Non è la stessa cosa anche oggi?
Dovremmo passare dall'ostilità, quell'irritazione molesta che ci colpisce perfino quando veniamo sfiorati da qualcuno sul bus, all'ospitalità, cioè far posto agli altri nella nostra casa, nella nostra vita.
La nostra società è sempre più gremita di persone che temono, che stanno sulla difensiva, che aggrediscono aggrappandosi ansiosamente a ciò che possiedono, che sono inclini a guardare con sospetto il mondo che le circonda e sono sempre in attesa di un nemico che spunti, si intrometta e faccia loro del male.
Eppure la nostra vocazione è proprio questa: convertire il nemico (hostes) in ospite (hospes).
L'esperienza ci dice che è una questione vitale.
Due pellegrini si arrampicavano su una strada impervia, mentre li flagellava un vento gelido. La tormenta stava per scatenarsi. Raffiche turbinanti di schegge di ghiaccio sibilavano fra le rocce. I due uomini procedevano a fatica. Sapevano molto bene che se non avessero raggiunto in tempo il rifugio sarebbero periti nella tempesta di neve.
Mentre con il cuore in gola per l'ansia e gli occhi quasi accecati dal nevischio costeggiavano l'orlo di un abisso, udirono un gemito. Un pover'uomo era caduto nella voragine e, incapace di muoversi, invocava soccorso.
Uno dei due disse: "È il destino. Quell'uomo è condannato a morte. Acceleriamo il passo o faremo la sua fine". E si affrettò, tutto curvo in avanti per opporsi alla forza del vento.
Il secondo invece si impietosì e cominciò a scendere per le pendici scoscese. Trovò il ferito, se lo caricò sulle spalle e risalì affannosamente sulla mulattiera.
Imbruniva. TI sentiero era sempre più oscuro. Il pellegrino che portava il ferito sulle spalle era sudato e sfinito, quando vide apparire le luci del rifugio. Incoraggiò il ferito a resistere, ma all'improvviso inciampò in qualcosa steso di traverso sul sentiero. Guardò e non poté reprimere l'orrore: ai suoi piedi era steso il corpo del suo compagno di viaggio. Il freddo lo aveva ucciso.
Lui era sfuggito alla stessa sorte solo perché si era affaticato a portare sulle spalle il poveretto che aveva salvato nel burrone. Il suo corpo e lo sforzo avevano mantenuto il calore sufficiente per salvargli la vita.
È questione di tutti i giorni.
Dicevano che era un po' matta.

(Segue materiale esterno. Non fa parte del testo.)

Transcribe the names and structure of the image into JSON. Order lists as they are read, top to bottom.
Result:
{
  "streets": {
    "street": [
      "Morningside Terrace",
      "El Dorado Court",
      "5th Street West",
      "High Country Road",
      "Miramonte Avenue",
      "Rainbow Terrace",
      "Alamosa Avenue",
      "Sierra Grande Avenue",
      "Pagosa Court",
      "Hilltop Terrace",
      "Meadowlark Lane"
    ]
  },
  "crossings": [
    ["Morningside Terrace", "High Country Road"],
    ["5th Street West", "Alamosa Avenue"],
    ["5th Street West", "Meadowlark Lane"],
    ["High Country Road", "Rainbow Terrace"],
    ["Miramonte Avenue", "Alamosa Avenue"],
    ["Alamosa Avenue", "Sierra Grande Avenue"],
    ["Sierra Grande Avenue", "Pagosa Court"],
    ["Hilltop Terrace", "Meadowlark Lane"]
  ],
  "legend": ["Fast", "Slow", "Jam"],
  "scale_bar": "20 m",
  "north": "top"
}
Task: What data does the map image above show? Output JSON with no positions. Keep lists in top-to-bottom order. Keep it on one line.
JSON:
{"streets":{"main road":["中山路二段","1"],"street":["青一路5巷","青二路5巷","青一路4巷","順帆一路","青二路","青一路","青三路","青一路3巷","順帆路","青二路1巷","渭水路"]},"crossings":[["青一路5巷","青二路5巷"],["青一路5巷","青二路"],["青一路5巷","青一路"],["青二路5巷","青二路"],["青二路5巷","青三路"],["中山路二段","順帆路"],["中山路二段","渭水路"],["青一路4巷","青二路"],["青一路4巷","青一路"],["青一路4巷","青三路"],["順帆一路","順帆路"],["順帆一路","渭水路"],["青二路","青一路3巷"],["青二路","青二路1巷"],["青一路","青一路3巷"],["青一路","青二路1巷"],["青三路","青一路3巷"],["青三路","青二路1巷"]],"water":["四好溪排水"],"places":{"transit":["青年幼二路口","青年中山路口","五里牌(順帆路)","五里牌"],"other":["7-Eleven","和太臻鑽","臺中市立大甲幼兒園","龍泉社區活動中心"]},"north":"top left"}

Nella casa di riposo per anziani, la vecchia signora aveva una strana abitudine. Tutte le sere abbracciava e baciava il televisore.
L'assistente le chiese: "Ma perché lo fa?".
"Quel presentatore è l'unica persona del mondo che mi saluta e mi sorride".
Chiunque, non importa l'età (anche a settant'anni), ha bisogno del conforto di un abbraccio, di essere tenuto stretto, di un'espressione concreta d'amore. Spesso diventiamo troppo riservati, troppo timidi per mostrare i nostri veri sentimenti. E allora li nascondiamo dietro una maschera fredda e severa, per la paura di lasciar intravedere la nostra vulnerabilità a coloro che amiamo.
Ma è solo il calore umano che ci può salvare dal grande freddo di quest'epoca.
Siamo fatti per con-vivere, nessuno di noi è una roccaforte isolata e inattaccabile. La felicità degli esseri umani consiste proprio nella progressiva apertura e accoglienza nei confronti degli altri.
Il miracolo dell'esistenza è che solo chi vive questa apertura agli altri può accogliere Dio.
"Mio Signore, non passare oltre senza fermarti da tuo servo"
dice Abramo. Accogliendo degli uomini, accoglie Dio. È bellissimo e straordinario perché si tratta di un unico movimento che va dagli esseri umani al Creatore e dal Creatore torna sovrabbondante sulle persone:
"Tornerò da te fra un anno a questa data
e allora Sara, tua moglie, avrà un figlio"
promette ad Abramo il misterioso visitatore. Accogliere Dio significa far posto nella propria vita al compimento di tutte le promesse e alla felicità.
C'è qualcosa di profondamente biblico in tutto questo. Dio sulla terra è un viandante. Il creatore delle galassie e degli universi chiede umilmente ospitalità alle sue creature. È così chiaro nella vicenda di Gesù, anche se la prima risposta che riceve è significativa: "Non c'è posto!".
La stessa risposta che continua a ricevere da sempre più numerose persone del nostro tempo.
Gesù non ha mai posseduto una casa. Si trovava bene nella casa di Lazzaro, Marta e Maria. Probabilmente per la compagnia dei tre fratelli e, ancor più, per la cucina di Marta.
Proprio nella casa che gli piace tanto, Gesù spiega chiaramente il senso dell'ospitalità. Maria è tutta concentrata sulla presenza di Gesù, Marta è presa dalle faccende di casa.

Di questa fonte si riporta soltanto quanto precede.